A new study from Italy suggests that coronavirus can cross the placenta from a pregnant woman to her fetus.
Two babies born to women infected with Covid-19 were born infected themselves, Claudio Fenizia of the University of Milan and colleagues reported at a conference organized by the International AIDS Society.
They studied 31 women infected with coronavirus who were in late pregnancy during the height of the coronavirus pandemic in Italy. They thoroughly tested the women, their babies once they were born, the placenta, the umbilical cord, the mother’s vaginal fluids and breast milk.
Two of the newborns had positive tests at birth, they reported.
“Our result strongly suggest and support that vertical transmission occurred in two cases out of the 31 studied,” Fenizia told a news conference.
“The virus was found in an at-term placenta and in the umbilical cord blood, in the vagina of a pregnant woman and in milk,” the researchers wrote in a summary of their work.
“This is the first ringing bell that should raise awareness about a topic that is not really well studied,” Fenizia said.

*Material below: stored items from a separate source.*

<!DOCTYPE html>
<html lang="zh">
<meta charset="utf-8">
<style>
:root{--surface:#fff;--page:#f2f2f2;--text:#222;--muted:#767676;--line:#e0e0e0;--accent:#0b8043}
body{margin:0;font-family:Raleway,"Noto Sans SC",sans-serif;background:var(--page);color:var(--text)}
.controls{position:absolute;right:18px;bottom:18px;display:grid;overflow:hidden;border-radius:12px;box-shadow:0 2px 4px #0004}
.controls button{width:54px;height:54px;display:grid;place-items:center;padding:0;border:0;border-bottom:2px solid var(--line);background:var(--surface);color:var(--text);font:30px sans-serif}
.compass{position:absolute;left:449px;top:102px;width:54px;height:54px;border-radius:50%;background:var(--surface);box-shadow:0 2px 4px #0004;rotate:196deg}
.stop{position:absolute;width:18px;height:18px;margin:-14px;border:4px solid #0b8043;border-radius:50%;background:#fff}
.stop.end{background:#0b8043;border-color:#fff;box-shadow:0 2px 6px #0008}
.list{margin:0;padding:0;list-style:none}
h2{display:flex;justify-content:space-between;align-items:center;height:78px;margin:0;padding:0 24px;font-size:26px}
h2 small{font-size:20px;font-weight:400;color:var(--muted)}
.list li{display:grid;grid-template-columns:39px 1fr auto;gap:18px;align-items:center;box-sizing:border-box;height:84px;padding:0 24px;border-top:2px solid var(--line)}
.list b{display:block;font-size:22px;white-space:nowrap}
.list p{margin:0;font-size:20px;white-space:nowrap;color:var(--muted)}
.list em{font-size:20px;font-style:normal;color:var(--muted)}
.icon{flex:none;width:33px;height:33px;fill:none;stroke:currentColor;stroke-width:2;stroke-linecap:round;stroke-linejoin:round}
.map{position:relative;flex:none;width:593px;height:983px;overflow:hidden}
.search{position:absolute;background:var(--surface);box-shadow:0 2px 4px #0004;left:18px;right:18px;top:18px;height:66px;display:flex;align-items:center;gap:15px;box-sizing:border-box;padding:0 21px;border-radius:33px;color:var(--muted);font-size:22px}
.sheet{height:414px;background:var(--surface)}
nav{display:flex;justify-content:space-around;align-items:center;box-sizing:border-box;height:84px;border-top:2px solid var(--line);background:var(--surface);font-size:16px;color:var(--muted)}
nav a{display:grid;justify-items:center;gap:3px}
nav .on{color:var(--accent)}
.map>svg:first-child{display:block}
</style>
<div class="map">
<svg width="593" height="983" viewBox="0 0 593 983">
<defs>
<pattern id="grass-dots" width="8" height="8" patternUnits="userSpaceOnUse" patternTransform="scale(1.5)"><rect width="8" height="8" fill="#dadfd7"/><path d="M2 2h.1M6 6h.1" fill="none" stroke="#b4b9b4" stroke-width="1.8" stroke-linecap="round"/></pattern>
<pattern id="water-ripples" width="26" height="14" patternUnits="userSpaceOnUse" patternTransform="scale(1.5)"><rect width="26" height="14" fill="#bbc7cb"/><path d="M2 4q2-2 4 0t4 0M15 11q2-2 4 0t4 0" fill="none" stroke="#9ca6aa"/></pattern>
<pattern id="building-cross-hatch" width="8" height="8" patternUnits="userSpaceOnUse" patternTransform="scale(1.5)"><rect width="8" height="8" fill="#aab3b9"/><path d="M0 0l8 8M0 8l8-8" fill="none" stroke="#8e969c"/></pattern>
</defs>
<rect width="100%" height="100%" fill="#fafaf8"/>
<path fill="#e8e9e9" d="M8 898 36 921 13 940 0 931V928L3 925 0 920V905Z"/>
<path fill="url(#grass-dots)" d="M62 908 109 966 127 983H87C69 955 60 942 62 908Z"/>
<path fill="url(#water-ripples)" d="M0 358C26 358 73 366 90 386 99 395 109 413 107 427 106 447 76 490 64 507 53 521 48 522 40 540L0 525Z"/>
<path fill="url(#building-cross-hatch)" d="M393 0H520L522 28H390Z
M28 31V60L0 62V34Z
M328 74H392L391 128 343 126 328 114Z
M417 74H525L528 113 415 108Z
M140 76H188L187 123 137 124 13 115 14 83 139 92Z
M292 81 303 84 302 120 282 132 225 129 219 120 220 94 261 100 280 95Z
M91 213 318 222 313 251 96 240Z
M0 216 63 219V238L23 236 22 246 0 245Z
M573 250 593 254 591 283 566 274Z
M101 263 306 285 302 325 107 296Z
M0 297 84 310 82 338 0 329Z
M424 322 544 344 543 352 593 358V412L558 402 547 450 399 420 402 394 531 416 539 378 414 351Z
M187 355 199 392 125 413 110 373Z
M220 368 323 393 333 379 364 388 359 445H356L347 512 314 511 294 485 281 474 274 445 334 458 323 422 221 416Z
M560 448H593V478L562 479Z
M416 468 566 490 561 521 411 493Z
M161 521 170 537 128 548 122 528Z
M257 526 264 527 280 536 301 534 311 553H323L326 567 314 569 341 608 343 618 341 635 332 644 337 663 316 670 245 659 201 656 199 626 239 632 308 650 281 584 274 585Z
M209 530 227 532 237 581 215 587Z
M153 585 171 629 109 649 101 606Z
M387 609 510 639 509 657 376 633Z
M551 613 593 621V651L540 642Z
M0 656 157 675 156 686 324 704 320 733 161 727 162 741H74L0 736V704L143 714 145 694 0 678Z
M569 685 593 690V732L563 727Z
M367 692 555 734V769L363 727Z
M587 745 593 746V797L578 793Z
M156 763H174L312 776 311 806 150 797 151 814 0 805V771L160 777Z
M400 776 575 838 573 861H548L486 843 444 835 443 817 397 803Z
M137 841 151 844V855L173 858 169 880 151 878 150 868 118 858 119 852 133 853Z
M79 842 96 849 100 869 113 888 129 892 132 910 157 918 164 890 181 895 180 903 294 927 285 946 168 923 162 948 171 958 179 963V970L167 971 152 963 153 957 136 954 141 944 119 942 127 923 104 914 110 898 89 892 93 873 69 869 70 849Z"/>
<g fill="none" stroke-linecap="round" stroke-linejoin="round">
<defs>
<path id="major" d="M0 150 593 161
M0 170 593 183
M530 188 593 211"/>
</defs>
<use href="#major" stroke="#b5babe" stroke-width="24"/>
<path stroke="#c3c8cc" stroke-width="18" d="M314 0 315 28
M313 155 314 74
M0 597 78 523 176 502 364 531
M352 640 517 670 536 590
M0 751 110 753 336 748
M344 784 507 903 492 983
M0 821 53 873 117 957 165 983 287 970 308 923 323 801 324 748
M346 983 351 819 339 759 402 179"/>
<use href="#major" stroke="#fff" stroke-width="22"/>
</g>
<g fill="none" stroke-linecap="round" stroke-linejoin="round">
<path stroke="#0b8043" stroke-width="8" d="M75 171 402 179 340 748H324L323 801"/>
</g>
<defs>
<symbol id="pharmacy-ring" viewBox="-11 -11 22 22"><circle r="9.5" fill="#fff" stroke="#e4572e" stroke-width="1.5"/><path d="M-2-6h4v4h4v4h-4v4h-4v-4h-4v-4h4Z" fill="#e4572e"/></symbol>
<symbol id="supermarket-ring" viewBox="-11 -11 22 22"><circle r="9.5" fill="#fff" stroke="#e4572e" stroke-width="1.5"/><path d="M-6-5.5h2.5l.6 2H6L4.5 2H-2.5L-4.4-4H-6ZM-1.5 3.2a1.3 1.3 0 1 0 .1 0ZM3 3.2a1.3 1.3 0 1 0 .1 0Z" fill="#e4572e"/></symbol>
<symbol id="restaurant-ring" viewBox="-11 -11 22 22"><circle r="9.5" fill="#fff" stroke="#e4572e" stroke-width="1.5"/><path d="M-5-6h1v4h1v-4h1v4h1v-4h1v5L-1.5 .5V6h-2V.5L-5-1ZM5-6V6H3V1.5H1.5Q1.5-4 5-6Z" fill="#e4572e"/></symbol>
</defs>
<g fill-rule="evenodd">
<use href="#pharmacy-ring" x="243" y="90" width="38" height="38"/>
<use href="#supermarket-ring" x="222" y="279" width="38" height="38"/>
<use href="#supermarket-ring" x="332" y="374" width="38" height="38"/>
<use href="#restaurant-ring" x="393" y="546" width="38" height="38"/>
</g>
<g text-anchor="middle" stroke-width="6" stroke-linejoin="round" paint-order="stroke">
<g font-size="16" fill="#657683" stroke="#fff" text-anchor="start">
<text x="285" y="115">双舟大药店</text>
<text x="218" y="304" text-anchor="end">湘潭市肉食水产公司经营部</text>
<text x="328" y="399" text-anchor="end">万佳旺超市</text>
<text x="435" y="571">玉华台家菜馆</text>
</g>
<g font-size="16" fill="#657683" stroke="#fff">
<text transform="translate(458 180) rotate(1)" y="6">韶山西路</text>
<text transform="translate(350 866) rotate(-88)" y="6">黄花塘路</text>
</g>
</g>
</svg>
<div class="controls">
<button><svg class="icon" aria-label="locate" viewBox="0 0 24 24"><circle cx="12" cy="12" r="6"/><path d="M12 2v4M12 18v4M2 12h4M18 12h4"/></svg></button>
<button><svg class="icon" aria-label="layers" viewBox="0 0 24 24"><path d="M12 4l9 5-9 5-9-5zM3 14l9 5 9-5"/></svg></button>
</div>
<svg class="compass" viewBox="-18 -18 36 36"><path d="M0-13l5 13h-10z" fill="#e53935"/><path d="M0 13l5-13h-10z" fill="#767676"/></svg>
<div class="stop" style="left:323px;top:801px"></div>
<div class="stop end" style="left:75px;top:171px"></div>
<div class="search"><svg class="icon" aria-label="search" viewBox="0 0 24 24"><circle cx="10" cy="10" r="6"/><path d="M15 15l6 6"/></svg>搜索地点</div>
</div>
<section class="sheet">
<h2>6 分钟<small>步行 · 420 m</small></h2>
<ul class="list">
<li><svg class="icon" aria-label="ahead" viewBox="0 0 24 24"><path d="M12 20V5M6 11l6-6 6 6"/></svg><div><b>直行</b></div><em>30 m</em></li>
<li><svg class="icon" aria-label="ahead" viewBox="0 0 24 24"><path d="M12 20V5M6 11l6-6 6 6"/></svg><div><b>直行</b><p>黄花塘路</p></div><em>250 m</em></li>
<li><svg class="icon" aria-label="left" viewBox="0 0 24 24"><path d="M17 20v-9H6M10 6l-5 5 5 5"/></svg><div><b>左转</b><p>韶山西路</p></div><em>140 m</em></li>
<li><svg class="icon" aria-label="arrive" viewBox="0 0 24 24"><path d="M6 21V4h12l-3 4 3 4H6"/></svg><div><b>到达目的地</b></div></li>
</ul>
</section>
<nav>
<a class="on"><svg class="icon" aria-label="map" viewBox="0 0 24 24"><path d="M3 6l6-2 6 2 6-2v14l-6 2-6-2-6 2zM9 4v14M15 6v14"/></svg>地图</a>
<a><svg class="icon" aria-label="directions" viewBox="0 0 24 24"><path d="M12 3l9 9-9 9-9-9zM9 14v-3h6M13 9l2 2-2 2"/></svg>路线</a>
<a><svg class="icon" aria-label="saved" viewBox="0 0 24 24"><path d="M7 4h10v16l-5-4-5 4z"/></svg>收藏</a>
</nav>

The placentas were inflamed, as well — a sign of infection. The umbilical cord blood of one of the newborns had antibodies indicating a recent infection. These antibody types are not usually transmitted from mother to baby, so they indicate the fetus was directly infected, Fenizia said.
Luckily, the women were infected late in pregnancy so it is unlikely the virus would have affected the babies’ development, he said. The Zika virus can pass from a pregnant woman to her unborn child, sometimes causing severe brain damage and a condition called microcephaly. HIV — the virus that causes AIDS — can also be transmitted at birth.